En
términos generales, los occidentales construimos para perdurar; los japoneses
para desaparecer.
Lafcadio Hearn; Kokoro.
Pretender que estar es en
realidad no haber estado nunca. Pretender que el “ahí” es un no lugar, y que
hoy, o mañana, quizás sea nunca jamás. Estar ante la propia imposibilidad de
saberse existente, presa, anudada en conceptos, pegada a la tela de araña del
lenguaje que intenta definirla. Sentir que las arañas caminan por su cuerpo
libremente, haciéndole cosquillas, y que trazan allí una ruta imperceptible,
rizomática, y sin centro. Desaparecer del propio paisaje. No querer perdurar,
porque estar siempre es estructurar la propia muerte. Ella se construye de a
pedacitos. Ensambla sus propias piezas, sin saber qué hará con aquellas que
sobran, y ya no encajan en el plan trazado. Dibuja con crayones la calle de su
deseo, sin saber qué hará cuando se acaben los colores y el camino no llegue
nunca a su fin. ¿Qué hará con sus rincones?, quizás decida abolir las esquinas
de su mapa, borronear la línea y albergar lo curvo. Porque los espacios rectos
a veces están rotos y desvanecidos, así como se rompen y se desvanecen los ojos cuando ya no toleran que nos miren.
La ausencia de solidez en
nuestra estructura no es una falta. Es en realidad, aquello que nos da pánico.

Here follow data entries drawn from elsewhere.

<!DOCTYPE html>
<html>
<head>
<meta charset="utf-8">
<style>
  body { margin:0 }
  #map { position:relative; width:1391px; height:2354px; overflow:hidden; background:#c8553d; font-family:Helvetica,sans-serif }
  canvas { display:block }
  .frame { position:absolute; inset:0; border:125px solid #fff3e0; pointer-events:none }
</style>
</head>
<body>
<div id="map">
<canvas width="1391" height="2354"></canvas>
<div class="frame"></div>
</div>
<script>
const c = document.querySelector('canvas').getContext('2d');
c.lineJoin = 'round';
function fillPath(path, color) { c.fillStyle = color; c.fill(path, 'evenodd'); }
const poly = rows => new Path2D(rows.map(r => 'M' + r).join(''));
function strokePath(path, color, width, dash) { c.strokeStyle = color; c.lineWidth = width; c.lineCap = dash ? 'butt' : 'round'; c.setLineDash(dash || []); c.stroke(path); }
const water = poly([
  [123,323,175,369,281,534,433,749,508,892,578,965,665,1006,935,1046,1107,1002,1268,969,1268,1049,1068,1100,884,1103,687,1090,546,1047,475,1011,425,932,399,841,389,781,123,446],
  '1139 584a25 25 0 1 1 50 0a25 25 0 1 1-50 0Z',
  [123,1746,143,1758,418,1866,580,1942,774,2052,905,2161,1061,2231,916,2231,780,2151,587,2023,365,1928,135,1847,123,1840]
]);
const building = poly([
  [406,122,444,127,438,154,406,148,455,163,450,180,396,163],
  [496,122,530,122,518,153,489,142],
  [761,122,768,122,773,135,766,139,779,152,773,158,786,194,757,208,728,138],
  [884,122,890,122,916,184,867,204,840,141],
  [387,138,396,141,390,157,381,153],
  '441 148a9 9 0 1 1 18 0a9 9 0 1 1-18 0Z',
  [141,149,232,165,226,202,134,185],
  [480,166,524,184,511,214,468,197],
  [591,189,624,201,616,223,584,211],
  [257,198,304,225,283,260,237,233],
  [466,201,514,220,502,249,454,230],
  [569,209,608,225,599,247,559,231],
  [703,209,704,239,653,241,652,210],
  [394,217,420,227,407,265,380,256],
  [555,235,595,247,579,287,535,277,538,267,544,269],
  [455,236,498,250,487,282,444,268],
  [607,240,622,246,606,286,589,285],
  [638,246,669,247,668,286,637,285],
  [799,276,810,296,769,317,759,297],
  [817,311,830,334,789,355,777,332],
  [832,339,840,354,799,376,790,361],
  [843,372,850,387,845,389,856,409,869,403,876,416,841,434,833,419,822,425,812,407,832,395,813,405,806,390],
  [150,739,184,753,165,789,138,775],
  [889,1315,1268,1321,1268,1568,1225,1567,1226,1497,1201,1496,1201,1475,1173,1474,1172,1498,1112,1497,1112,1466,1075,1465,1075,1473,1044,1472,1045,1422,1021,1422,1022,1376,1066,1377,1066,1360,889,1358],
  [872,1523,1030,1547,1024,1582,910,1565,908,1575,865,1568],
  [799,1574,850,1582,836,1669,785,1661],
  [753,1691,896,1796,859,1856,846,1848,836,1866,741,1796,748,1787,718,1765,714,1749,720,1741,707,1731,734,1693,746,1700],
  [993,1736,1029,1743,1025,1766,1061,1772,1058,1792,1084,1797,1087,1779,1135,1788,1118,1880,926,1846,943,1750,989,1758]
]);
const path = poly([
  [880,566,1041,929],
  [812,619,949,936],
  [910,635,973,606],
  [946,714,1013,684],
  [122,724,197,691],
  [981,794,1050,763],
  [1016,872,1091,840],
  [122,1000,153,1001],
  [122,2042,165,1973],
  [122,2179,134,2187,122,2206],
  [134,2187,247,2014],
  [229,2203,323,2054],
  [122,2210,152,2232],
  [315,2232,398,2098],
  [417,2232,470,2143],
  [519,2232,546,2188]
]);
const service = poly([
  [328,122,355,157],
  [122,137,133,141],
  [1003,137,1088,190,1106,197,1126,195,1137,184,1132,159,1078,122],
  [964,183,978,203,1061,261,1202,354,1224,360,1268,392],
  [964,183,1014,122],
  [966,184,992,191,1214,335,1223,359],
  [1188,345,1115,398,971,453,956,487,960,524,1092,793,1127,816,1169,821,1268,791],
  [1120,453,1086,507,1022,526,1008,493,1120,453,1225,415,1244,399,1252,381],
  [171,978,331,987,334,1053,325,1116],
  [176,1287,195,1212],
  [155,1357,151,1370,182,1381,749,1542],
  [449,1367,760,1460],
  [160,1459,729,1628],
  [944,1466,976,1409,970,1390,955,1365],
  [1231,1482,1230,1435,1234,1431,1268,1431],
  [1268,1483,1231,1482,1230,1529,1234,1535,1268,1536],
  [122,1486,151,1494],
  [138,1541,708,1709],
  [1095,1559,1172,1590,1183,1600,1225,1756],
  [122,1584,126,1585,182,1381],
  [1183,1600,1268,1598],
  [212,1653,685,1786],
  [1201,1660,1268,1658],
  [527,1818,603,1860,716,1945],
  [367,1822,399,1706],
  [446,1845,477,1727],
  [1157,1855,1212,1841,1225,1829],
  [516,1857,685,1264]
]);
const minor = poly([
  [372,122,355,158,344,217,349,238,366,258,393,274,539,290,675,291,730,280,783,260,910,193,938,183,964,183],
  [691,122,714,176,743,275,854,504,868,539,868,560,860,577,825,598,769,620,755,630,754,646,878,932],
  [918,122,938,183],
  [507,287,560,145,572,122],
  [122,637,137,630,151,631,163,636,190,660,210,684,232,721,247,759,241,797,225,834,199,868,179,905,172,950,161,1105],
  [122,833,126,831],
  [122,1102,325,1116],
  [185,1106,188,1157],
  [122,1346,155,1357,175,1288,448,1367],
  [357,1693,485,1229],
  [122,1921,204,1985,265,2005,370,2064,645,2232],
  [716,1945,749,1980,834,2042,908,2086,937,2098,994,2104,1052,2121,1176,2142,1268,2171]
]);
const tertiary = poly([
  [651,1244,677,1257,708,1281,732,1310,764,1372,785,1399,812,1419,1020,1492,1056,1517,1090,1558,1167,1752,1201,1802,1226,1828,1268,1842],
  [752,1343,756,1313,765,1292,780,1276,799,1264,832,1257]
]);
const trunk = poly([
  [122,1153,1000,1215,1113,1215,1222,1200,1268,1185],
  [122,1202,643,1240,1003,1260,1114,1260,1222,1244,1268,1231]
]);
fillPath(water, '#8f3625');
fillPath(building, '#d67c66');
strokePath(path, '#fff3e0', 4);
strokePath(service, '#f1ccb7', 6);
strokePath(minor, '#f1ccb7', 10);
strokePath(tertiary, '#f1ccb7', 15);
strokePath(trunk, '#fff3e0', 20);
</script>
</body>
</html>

No poder armarnos, anudarnos, clavarnos, asegurarnos firmemente para no
volarnos, y quedar inmovilizados eternamente, resistiéndolo todo, nos causa
pavor. Ella se ha dado cuenta. Sabe que si no afloja su soga, no tendrá oportunidad
de rehacerse, reconstituirse, recrearse. Sabe que lo único sólido será su
sepulcro, entonces… ¿para qué asirse? Si cierra sus ojos, tiene miedo de
desaparecer. Le han enseñado que perdurar, es ser percibida por los otros, es
hacer del propio cuerpo un monumento indestructible.
Ella ha aprendido a
jugar, arma y desarma sus propias piezas, y ya no teme no ser recordada.